◆ WORK TO BE COMPLETED
Would you repeat the entries beneath, with nothing changed?

Data items
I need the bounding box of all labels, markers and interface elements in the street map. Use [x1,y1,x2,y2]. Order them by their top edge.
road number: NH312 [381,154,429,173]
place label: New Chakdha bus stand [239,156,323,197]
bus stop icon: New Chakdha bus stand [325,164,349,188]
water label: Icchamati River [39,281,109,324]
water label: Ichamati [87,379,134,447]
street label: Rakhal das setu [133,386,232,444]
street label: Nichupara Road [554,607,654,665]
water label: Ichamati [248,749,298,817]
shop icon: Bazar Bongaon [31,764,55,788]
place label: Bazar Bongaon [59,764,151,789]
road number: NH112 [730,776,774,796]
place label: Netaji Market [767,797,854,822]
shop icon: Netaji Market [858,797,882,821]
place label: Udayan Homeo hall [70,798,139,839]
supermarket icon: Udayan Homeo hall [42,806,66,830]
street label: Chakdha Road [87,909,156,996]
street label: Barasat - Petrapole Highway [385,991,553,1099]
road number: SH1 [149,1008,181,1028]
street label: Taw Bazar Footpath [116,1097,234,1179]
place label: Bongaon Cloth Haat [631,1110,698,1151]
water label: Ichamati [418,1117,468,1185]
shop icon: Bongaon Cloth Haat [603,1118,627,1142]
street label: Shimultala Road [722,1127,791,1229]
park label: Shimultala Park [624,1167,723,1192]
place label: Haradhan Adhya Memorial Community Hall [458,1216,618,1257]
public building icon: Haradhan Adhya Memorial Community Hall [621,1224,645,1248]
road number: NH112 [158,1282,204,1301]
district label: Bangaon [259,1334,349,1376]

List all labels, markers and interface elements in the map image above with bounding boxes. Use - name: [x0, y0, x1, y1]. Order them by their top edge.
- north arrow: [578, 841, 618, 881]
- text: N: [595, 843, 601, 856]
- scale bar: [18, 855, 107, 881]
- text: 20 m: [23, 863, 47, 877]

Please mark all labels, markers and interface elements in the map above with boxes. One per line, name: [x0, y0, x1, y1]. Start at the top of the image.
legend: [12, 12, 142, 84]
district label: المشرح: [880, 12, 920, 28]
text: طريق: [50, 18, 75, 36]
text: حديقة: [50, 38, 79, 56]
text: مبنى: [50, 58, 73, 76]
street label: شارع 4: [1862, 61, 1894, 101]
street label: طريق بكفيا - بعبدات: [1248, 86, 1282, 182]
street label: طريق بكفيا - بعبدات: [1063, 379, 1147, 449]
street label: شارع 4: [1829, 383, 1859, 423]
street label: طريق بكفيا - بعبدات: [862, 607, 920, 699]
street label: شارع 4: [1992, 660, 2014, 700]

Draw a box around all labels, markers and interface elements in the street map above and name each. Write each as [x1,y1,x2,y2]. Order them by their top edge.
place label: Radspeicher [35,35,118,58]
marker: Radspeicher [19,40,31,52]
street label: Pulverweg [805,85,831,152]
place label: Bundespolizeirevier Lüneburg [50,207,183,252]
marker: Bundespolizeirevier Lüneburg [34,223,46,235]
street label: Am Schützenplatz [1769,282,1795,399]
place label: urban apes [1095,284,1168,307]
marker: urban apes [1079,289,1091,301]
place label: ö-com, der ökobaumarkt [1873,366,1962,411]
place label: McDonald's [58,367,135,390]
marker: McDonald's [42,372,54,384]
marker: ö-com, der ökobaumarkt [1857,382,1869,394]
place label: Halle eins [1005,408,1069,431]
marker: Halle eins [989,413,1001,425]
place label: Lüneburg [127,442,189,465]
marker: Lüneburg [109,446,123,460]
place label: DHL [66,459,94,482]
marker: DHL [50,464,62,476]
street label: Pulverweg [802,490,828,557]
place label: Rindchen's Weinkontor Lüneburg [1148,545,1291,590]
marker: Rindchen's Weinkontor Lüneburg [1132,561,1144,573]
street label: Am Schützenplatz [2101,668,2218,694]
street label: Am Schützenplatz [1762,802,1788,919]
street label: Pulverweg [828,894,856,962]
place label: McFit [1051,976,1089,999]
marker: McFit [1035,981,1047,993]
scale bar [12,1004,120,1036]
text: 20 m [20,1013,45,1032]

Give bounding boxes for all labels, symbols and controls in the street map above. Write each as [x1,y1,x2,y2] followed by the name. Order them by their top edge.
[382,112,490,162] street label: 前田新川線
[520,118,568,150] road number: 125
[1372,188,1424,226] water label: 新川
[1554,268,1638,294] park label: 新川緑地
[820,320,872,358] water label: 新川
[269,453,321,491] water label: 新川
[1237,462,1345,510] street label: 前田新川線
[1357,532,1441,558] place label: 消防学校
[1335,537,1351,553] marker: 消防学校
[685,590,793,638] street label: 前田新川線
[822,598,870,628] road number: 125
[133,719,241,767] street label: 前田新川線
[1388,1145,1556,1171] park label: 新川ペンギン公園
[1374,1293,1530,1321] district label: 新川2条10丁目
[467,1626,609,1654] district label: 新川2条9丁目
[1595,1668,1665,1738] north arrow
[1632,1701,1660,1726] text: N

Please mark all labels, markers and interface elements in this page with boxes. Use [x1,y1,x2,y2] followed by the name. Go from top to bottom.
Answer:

◆ EXERCISE SOLUTION
I need the bounding box of all labels, markers and interface elements in the street map. Use [x1,y1,x2,y2]. Order them by their top edge.
road number: NH312 [381,154,429,173]
place label: New Chakdha bus stand [239,156,323,197]
bus stop icon: New Chakdha bus stand [325,164,349,188]
water label: Icchamati River [39,281,109,324]
water label: Ichamati [87,379,134,447]
street label: Rakhal das setu [133,386,232,444]
street label: Nichupara Road [554,607,654,665]
water label: Ichamati [248,749,298,817]
shop icon: Bazar Bongaon [31,764,55,788]
place label: Bazar Bongaon [59,764,151,789]
road number: NH112 [730,776,774,796]
place label: Netaji Market [767,797,854,822]
shop icon: Netaji Market [858,797,882,821]
place label: Udayan Homeo hall [70,798,139,839]
supermarket icon: Udayan Homeo hall [42,806,66,830]
street label: Chakdha Road [87,909,156,996]
street label: Barasat - Petrapole Highway [385,991,553,1099]
road number: SH1 [149,1008,181,1028]
street label: Taw Bazar Footpath [116,1097,234,1179]
place label: Bongaon Cloth Haat [631,1110,698,1151]
water label: Ichamati [418,1117,468,1185]
shop icon: Bongaon Cloth Haat [603,1118,627,1142]
street label: Shimultala Road [722,1127,791,1229]
park label: Shimultala Park [624,1167,723,1192]
place label: Haradhan Adhya Memorial Community Hall [458,1216,618,1257]
public building icon: Haradhan Adhya Memorial Community Hall [621,1224,645,1248]
road number: NH112 [158,1282,204,1301]
district label: Bangaon [259,1334,349,1376]

List all labels, markers and interface elements in the map image above with bounding boxes. Use - name: [x0, y0, x1, y1]. Order them by their top edge.
- north arrow: [578, 841, 618, 881]
- text: N: [595, 843, 601, 856]
- scale bar: [18, 855, 107, 881]
- text: 20 m: [23, 863, 47, 877]

Please mark all labels, markers and interface elements in the map above with boxes. One per line, name: [x0, y0, x1, y1]. Start at the top of the image.
legend: [12, 12, 142, 84]
district label: المشرح: [880, 12, 920, 28]
text: طريق: [50, 18, 75, 36]
text: حديقة: [50, 38, 79, 56]
text: مبنى: [50, 58, 73, 76]
street label: شارع 4: [1862, 61, 1894, 101]
street label: طريق بكفيا - بعبدات: [1248, 86, 1282, 182]
street label: طريق بكفيا - بعبدات: [1063, 379, 1147, 449]
street label: شارع 4: [1829, 383, 1859, 423]
street label: طريق بكفيا - بعبدات: [862, 607, 920, 699]
street label: شارع 4: [1992, 660, 2014, 700]

Draw a box around all labels, markers and interface elements in the street map above and name each. Write each as [x1,y1,x2,y2]. Order them by their top edge.
place label: Radspeicher [35,35,118,58]
marker: Radspeicher [19,40,31,52]
street label: Pulverweg [805,85,831,152]
place label: Bundespolizeirevier Lüneburg [50,207,183,252]
marker: Bundespolizeirevier Lüneburg [34,223,46,235]
street label: Am Schützenplatz [1769,282,1795,399]
place label: urban apes [1095,284,1168,307]
marker: urban apes [1079,289,1091,301]
place label: ö-com, der ökobaumarkt [1873,366,1962,411]
place label: McDonald's [58,367,135,390]
marker: McDonald's [42,372,54,384]
marker: ö-com, der ökobaumarkt [1857,382,1869,394]
place label: Halle eins [1005,408,1069,431]
marker: Halle eins [989,413,1001,425]
place label: Lüneburg [127,442,189,465]
marker: Lüneburg [109,446,123,460]
place label: DHL [66,459,94,482]
marker: DHL [50,464,62,476]
street label: Pulverweg [802,490,828,557]
place label: Rindchen's Weinkontor Lüneburg [1148,545,1291,590]
marker: Rindchen's Weinkontor Lüneburg [1132,561,1144,573]
street label: Am Schützenplatz [2101,668,2218,694]
street label: Am Schützenplatz [1762,802,1788,919]
street label: Pulverweg [828,894,856,962]
place label: McFit [1051,976,1089,999]
marker: McFit [1035,981,1047,993]
scale bar [12,1004,120,1036]
text: 20 m [20,1013,45,1032]

Give bounding boxes for all labels, symbols and controls in the street map above. Write each as [x1,y1,x2,y2] followed by the name. Order them by their top edge.
[382,112,490,162] street label: 前田新川線
[520,118,568,150] road number: 125
[1372,188,1424,226] water label: 新川
[1554,268,1638,294] park label: 新川緑地
[820,320,872,358] water label: 新川
[269,453,321,491] water label: 新川
[1237,462,1345,510] street label: 前田新川線
[1357,532,1441,558] place label: 消防学校
[1335,537,1351,553] marker: 消防学校
[685,590,793,638] street label: 前田新川線
[822,598,870,628] road number: 125
[133,719,241,767] street label: 前田新川線
[1388,1145,1556,1171] park label: 新川ペンギン公園
[1374,1293,1530,1321] district label: 新川2条10丁目
[467,1626,609,1654] district label: 新川2条9丁目
[1595,1668,1665,1738] north arrow
[1632,1701,1660,1726] text: N

Please mark all labels, markers and interface elements in this page with boxes. Use [x1,y1,x2,y2] followed by the name. Go from top to bottom.
Answer:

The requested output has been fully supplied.